*** Exercise data ***

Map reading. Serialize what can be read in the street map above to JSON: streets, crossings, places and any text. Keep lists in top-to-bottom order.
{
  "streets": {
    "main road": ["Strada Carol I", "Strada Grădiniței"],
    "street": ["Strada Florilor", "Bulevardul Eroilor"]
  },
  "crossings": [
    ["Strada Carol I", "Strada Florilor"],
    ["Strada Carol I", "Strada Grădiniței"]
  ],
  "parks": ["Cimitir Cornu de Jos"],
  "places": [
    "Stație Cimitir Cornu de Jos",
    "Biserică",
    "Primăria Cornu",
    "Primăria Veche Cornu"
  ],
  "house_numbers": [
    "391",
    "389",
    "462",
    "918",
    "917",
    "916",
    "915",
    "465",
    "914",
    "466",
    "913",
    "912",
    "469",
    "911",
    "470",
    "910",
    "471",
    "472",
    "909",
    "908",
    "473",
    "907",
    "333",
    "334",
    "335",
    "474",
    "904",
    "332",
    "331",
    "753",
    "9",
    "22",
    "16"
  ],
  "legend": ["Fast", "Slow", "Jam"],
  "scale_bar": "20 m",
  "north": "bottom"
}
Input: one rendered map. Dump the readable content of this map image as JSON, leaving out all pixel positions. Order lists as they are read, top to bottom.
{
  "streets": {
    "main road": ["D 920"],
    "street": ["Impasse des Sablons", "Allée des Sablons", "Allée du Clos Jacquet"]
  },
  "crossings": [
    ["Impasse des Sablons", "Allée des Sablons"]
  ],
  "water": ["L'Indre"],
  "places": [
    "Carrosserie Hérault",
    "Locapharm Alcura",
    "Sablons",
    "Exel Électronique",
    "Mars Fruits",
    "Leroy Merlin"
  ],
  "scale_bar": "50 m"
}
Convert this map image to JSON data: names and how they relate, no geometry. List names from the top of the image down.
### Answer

*** End of Exercise data ***

Work required | Please output the full listing, keeping every character the same.

Expected answer |
Map reading. Serialize what can be read in the street map above to JSON: streets, crossings, places and any text. Keep lists in top-to-bottom order.
{
  "streets": {
    "main road": ["Strada Carol I", "Strada Grădiniței"],
    "street": ["Strada Florilor", "Bulevardul Eroilor"]
  },
  "crossings": [
    ["Strada Carol I", "Strada Florilor"],
    ["Strada Carol I", "Strada Grădiniței"]
  ],
  "parks": ["Cimitir Cornu de Jos"],
  "places": [
    "Stație Cimitir Cornu de Jos",
    "Biserică",
    "Primăria Cornu",
    "Primăria Veche Cornu"
  ],
  "house_numbers": [
    "391",
    "389",
    "462",
    "918",
    "917",
    "916",
    "915",
    "465",
    "914",
    "466",
    "913",
    "912",
    "469",
    "911",
    "470",
    "910",
    "471",
    "472",
    "909",
    "908",
    "473",
    "907",
    "333",
    "334",
    "335",
    "474",
    "904",
    "332",
    "331",
    "753",
    "9",
    "22",
    "16"
  ],
  "legend": ["Fast", "Slow", "Jam"],
  "scale_bar": "20 m",
  "north": "bottom"
}
Input: one rendered map. Dump the readable content of this map image as JSON, leaving out all pixel positions. Order lists as they are read, top to bottom.
{
  "streets": {
    "main road": ["D 920"],
    "street": ["Impasse des Sablons", "Allée des Sablons", "Allée du Clos Jacquet"]
  },
  "crossings": [
    ["Impasse des Sablons", "Allée des Sablons"]
  ],
  "water": ["L'Indre"],
  "places": [
    "Carrosserie Hérault",
    "Locapharm Alcura",
    "Sablons",
    "Exel Électronique",
    "Mars Fruits",
    "Leroy Merlin"
  ],
  "scale_bar": "50 m"
}
Convert this map image to JSON data: names and how they relate, no geometry. List names from the top of the image down.
### Answer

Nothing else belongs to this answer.